9 de julho de 2009

SINISTRUS JOE E A BARCA DE CARONTE


Nei Duclós

Não tenho falado de Sinistrus Joe porque não costumo visitá-lo com freqüência. Nossa antiga amizade não é suficiente para eliminar o desconforto que ele sente quando aporto na curva da praia. O sábio do puxadinho de pedra, de cara, me aplica as expressões tiau-pra-ti que eu ensinei e que eram comuns na minha terra:
- Tu por aqui? Chegaste agora? E quanto tu vais? Demoras?

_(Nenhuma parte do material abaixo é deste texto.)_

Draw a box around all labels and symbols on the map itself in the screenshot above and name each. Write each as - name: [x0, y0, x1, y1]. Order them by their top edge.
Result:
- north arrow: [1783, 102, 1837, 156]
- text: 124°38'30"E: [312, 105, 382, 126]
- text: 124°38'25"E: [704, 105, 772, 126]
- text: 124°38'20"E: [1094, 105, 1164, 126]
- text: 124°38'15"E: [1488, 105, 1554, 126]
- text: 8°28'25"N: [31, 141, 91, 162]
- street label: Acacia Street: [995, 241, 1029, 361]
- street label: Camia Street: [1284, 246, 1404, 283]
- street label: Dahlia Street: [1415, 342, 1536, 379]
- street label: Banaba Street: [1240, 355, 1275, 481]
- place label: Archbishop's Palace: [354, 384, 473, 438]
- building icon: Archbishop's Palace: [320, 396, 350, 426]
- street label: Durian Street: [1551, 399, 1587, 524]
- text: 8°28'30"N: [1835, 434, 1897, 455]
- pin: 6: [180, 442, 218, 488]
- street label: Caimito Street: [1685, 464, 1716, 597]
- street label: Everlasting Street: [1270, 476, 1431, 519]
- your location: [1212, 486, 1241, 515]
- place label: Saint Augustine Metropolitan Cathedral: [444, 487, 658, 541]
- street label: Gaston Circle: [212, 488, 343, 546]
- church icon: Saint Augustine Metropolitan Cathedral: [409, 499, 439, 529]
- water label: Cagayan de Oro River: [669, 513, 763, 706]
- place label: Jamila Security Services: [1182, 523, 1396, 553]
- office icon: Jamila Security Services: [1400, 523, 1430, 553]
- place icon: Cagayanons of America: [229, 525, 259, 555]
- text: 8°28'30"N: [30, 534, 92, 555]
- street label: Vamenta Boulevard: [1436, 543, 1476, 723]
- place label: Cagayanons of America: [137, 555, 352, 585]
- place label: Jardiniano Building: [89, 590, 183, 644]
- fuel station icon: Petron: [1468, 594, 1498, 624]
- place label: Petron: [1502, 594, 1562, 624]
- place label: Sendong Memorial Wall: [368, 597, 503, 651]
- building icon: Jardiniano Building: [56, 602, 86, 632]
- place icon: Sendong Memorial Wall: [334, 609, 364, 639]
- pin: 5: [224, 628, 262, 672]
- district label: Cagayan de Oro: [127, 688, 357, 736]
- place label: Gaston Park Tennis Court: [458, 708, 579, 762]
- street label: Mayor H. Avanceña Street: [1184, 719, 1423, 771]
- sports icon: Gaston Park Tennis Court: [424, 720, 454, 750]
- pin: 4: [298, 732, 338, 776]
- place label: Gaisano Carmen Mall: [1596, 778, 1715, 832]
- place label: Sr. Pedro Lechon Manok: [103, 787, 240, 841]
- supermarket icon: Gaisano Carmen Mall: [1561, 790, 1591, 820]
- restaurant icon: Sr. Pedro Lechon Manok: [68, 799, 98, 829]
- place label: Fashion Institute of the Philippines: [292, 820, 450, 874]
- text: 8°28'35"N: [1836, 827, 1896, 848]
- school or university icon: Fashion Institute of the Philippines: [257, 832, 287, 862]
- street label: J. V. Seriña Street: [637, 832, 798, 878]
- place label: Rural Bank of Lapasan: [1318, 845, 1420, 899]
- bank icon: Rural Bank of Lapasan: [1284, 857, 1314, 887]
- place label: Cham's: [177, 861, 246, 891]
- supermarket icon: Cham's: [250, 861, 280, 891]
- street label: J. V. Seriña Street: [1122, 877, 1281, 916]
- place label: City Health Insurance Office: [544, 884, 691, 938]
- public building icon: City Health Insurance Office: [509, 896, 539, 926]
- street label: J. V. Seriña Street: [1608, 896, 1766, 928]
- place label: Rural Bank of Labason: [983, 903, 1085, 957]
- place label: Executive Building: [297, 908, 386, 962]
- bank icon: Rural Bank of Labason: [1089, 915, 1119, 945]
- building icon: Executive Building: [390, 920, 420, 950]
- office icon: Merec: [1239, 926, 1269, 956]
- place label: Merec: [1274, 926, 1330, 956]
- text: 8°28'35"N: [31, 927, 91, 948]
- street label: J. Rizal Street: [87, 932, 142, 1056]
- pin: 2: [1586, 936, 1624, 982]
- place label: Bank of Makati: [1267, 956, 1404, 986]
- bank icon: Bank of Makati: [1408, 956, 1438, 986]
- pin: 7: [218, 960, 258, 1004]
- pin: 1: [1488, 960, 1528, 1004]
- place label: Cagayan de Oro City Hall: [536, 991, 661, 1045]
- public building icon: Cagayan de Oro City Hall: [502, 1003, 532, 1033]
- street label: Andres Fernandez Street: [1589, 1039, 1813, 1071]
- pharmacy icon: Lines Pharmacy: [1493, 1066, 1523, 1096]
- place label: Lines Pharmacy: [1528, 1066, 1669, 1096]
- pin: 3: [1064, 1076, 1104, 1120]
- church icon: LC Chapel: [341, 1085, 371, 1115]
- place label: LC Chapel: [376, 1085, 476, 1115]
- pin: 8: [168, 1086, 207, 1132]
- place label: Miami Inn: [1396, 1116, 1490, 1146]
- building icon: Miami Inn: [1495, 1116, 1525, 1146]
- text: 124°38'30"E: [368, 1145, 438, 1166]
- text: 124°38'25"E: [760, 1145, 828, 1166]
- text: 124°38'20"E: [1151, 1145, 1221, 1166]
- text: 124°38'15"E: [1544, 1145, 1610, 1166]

Um dia perguntei o motivo da má vontade, se era pessoal. Ele falou que não.
- Passei a minha vida visitando os outros e agora só quero sossego em casa. Não gosto que venham me incomodar aqui onde me refugiei, diz, sem nenhuma ponta de arrependimento diante da visita.
- Mas o que aconteceu de tão grave nessas visitas?
- Vi esses dias uma mini-série produzida aqui no sul que começa com um ágape desses em casa concebida na arquitetura da maconha, conhece?
- Não tenho a menor idéia.
- São essas casas de pé alto, grandes salas, degraus fazendo de conta que são divisórias, salas no sótão com grande janelas para melhor espalhar a fumaça do fumo. Conhece? Tem em todo o litoral, nas serras e até nos subúrbios metidos a besta. É a primeira coisa que me irritava quando eu chegava para conhecer o lar alheio. Depois vinha uma sucessiva intragável e certeira de lugares comuns. O vinhozinho maneiro, o camarazinho não sei o quê, o churrasquinho light, o pratarrão de salada, o arroz amarelo. Tudo com pimentinha, orégano, alho poró e outras gororobas.
- Mas não é bom, não é legal?
- Em tese sim e até eu me divertia às vezes. Mas normalmente me escolhiam para ser a curiosidade da festa. Um dia cheguei de taxi, e foi um escândalo. Como poderia uma criatura, tida como humana, tanto é que foi convidada para o ágape, não ter um carro? E eles dizem carro carregando os erres no fundo da garganta, como um pigarro de coronel, entende?
- Mas tu é implicante, hem, Joe.
- Nada. Aí me colocavam na mesa, sentado no banco mais baixo. Nunca me alcançavam nenhum prato, mas pediam a toda hora para eu passar não sei o que. Quando eu resolvia tomar a iniciativa e me servia, alguém me olhava feio, censurando. Aquilo que eu estava me servindo ou era para a nonna, um visitante mais ilustre, o padre, o pica doce da hora, por aí vai.
- Aliás, continuou o irascível forasteiro, sempre que eu chegava na casa, era a hora errada. Cedo demais, quando nem tinham ainda se preparado e acabavam me dando serviços subalternos para fazer. Ou tarde dmais, quando todo mundo estava ambientado e me davam aquele olhar mortal que me fuzilava o tutano.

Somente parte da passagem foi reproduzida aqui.